Otro rasgo definitorio de la narcodictadura es su condición ladrona. Tengo que insistir en ello: es patológicamente ladrona. Ilimitadamente ladrona. Obsesivamente ladrona. El territorio, sus riquezas, los bienes que otros han acumulado como resultado del trabajo y el esfuerzo, todo es asumido como objetivo del sujeto dictador y de quienes le rodean. En la narcodictadura el país es un botín y el dictador la autoridad que lo reparte. En la narcodictadura, la corrupción se erige como su razón de ser, el motivador de la existencia.

El tercer carácter que quiero anotar aquí es, en realidad, el más sustantivo entre los mencionados: se trata del desprecio por la vida. No me refiero con esto solo a cuestiones como la represión, la tortura, la muerte de presos comunes y presos políticos. Hablo de la mortandad extendida en hospitales, en salas de espera, en acciones de la delincuencia, en pequeñas lanchas de venezolanos que huyen del país y desaparecen en el mar Caribe, en la selva del Darién, en las trochas que atraviesan la región fronteriza con Colombia, en las aguas del río Bravo, arrastrados por deslaves y desbordamientos que ocurren en los lugares donde el gobierno no ha cumplido con su deber preventivo, en todos los estados del territorio.
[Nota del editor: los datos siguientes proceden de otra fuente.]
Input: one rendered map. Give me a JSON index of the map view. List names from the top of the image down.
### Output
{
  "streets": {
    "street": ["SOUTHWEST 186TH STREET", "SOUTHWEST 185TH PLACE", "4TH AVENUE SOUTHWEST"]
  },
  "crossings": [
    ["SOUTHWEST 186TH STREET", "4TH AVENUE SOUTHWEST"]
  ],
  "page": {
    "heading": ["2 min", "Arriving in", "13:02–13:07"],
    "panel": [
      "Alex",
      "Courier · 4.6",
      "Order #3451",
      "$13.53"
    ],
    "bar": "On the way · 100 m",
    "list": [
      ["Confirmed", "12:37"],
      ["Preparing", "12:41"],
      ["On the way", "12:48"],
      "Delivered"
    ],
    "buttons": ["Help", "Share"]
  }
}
Y este es un capítulo, el más extenso, doloroso e invisible de todos, que los venezolanos tendremos que abordar, cuando la narcodictadura sea desplazada del poder: el estudio y riguroso registro de las muertes de venezolanos, de todas las edades y condición, producto de la incompetencia, la arrogancia, la omisión, la impunidad, la corrupción, la incapacidad, la violencia del Estado: en suma, repito, el resultado de su absoluto desprecio por la vida.